I won’t tell you that no one at all leaves their seat for 45 minutes straight but the amount of up and down is dramatically less than the average American sport.
After all, one cannot properly join the chorus of Oriol Romeu’s terrace song from in front of a stainless steel trough in the men’s room, and there’s nothing in the world worse than missing the ball hit the back of the net from a header after a corner, a volley from the edge of the box, a well-earned penalty.
Ori-oriol
ori-oriol
oriol Romeu
ori-oriol
ori-oriol
oriol Romeu
ori-oriol
ori-oriol
oriol Romeu!
There are 15 minutes between halves and most football supporters spend that brief interval shuffling their cold feet in a queue to pee before joining another, longer queue that will ultimately culminate with the handing over of a few quid for a beer and a pie.

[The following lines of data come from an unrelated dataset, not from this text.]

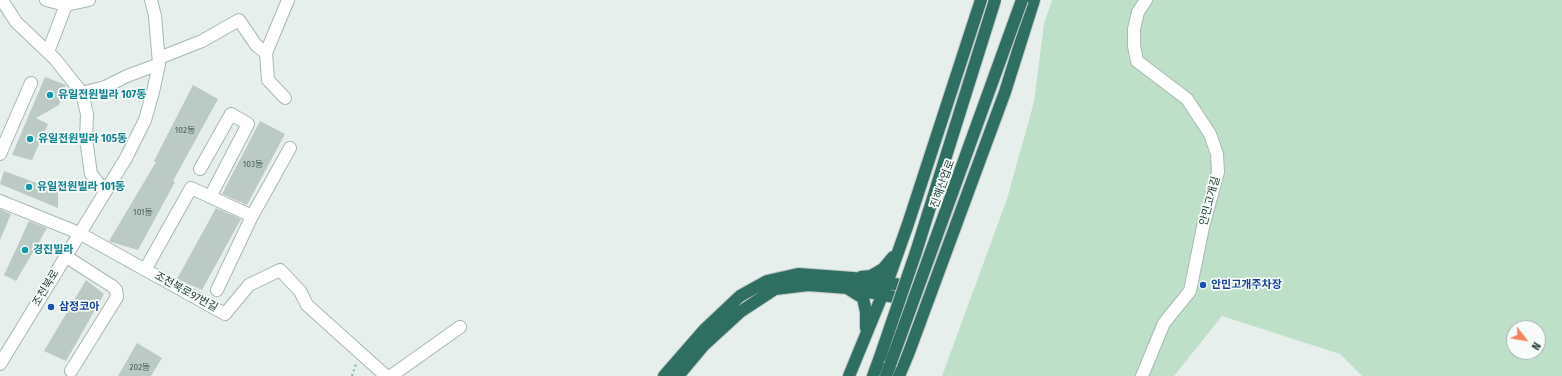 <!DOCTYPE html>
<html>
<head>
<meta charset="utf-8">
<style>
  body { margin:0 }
  #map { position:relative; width:1562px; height:376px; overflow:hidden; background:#e6efeb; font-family:"Fira Sans Condensed",sans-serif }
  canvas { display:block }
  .north { position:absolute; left:1506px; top:320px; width:40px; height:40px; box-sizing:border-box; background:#f7fbf9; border:1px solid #a3b1ad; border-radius:50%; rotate:121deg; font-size:11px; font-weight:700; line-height:16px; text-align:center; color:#24423a }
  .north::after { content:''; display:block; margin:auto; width:14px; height:18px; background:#f4845f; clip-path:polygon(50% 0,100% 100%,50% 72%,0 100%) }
</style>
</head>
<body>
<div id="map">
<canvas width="1562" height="376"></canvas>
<div class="north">N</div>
</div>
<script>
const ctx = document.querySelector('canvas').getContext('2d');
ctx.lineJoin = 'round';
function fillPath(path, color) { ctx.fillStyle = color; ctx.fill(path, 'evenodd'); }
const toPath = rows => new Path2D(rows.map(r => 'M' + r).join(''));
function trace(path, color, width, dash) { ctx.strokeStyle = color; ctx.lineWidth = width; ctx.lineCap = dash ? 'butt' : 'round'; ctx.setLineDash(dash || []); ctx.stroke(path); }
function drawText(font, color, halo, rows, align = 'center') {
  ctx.font = font + ' "Fira Sans Condensed","Noto Sans KR",sans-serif'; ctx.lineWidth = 3.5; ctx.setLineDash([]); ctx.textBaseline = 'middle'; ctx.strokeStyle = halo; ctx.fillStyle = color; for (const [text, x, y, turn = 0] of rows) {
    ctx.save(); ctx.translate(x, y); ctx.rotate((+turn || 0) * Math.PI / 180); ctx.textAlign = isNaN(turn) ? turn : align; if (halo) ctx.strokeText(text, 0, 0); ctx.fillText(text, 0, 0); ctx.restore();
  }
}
const green = toPath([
  [1052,0,1562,0,1562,376,1362,376,1340,354,1222,316,1174,376,942,376,1007,199,1034,102,1044,24],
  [1514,328,1538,328,1538,352,1514,352]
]);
const building = toPath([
  [45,77,66,85,59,105,36,118,48,124,32,160,12,155],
  [193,85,218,99,173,181,175,182,138,250,111,242,109,241,156,162,154,161],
  [260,121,285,134,247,205,222,194],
  [4,171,58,191,58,208,0,184],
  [216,208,241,219,202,290,177,279],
  [0,209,11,214,0,240],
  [29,221,47,228,16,281,4,275],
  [86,280,104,294,66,361,44,351],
  [137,343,162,358,151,376,118,376]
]);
const path = toPath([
  [352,376,356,364]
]);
const minor = toPath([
  [2,0,16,22,55,59,82,93,87,114,86,139,91,174,105,191],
  [46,0,66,5,89,0],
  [48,52,66,5],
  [266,53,288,0],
  [159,58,202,41,239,20,256,45,266,53,268,80,285,98],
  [82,93,105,87,127,76,159,64],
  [0,154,31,83],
  [200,169,231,114,248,124,210,197],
  [0,201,79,233,225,314,249,285,280,270,300,291,307,305,386,376],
  [252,216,290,148],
  [65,256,112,286,116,290,117,297,71,371],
  [145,270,191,188,252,216,217,290],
  [0,364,126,158,145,120,153,92,159,64,155,16,151,0],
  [391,376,460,327],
  [1142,376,1164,323,1190,291,1203,227,1218,172,1217,154,1210,134,1187,99,1137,61,1134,46,1134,29,1138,12,1146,0]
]);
const highway = toPath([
  [861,277,871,276,883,269,893,257],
  [850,290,863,298,866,312,866,328],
  [664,376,705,329,740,296,767,281,798,274,853,278,915,287],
  [678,376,704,345,740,312,775,289,808,285,848,288,910,300],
  [849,376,886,286,908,224,981,0],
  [873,376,880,357],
  [886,376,890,365],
  [899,376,909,352,1005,92,1034,0]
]);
const highwayBridge = toPath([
  [880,357,916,252,995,0],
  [890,365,1022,0]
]);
const markers = [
  [50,95,4,"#0f9aa8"],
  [30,139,4,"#0f9aa8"],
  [29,187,4,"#0f9aa8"],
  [25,250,4,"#0f9aa8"],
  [1203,285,4,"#1a4fb4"],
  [51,307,4,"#1a4fb4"]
];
const numberNames = [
  ["102동",185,130],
  ["103동",253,164],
  ["101동",143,212],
  ["202동",140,367]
];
const cultureNames = [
  ["유일전원빌라 107동",58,95],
  ["유일전원빌라 105동",38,139],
  ["유일전원빌라 101동",37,187],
  ["경진빌라",33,250]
];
const streetNames = [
  ["진해산업로",943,184,-70],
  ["안민고개길",1210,201,-75],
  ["조천북로",46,288,-59],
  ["조천북로97번길",186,292,29]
];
const transitNames = [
  ["안민고개주차장",1211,285],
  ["삼정코아",59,307]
];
fillPath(green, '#bfe0c8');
fillPath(building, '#bbcac4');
trace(minor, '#a8b8b2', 14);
trace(highway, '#c2cac8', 14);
trace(path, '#86b3a5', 2, [2, 3]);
trace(minor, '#fff', 12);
trace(highway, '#2f6f62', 12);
trace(highwayBridge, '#c2cac8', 14, []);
trace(highwayBridge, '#2f6f62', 12);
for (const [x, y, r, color] of markers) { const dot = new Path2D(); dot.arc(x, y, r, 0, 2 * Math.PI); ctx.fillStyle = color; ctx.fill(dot); trace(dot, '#f7fbf9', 1.5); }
drawText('9px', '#4a645c', null, numberNames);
drawText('bold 11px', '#0d838f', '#f7fbf9', cultureNames, 'left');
drawText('11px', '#24423a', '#f7fbf9', streetNames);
drawText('bold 11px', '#164399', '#f7fbf9', transitNames, 'left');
</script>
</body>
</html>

We wish for a goal, we sing in unison, we pee, we scarf down a pie.
It’s a simple life.
I’m a devotee of the classic sausage roll and waited for exactly 22 minutes at St. Mary’s for one, HT + 7′ of 2nd half, but when I finally reached Noah, the beleaguered concession worker responsible for the football-watching catastrophe and living proof I always pick the wrong line, the sausage rolls were gone as were the pies — all varieties, gone! — leaving only the blandest forearm-length hot dogs the south coast of England, nay the world, has ever known.
I plunked down by £3.70 and did a piss-poor job pretending it was a tender warm sausage wrapped in flaky pastry as I watched my Saints cling to and then eventually relinquish their slender 1-0 advantage to a late Arsenal goal from the meaty French forehead of Olivier Giroud.
Goddammit I wanted a sausage roll and a Saints win during my first visit to St. Mary’s.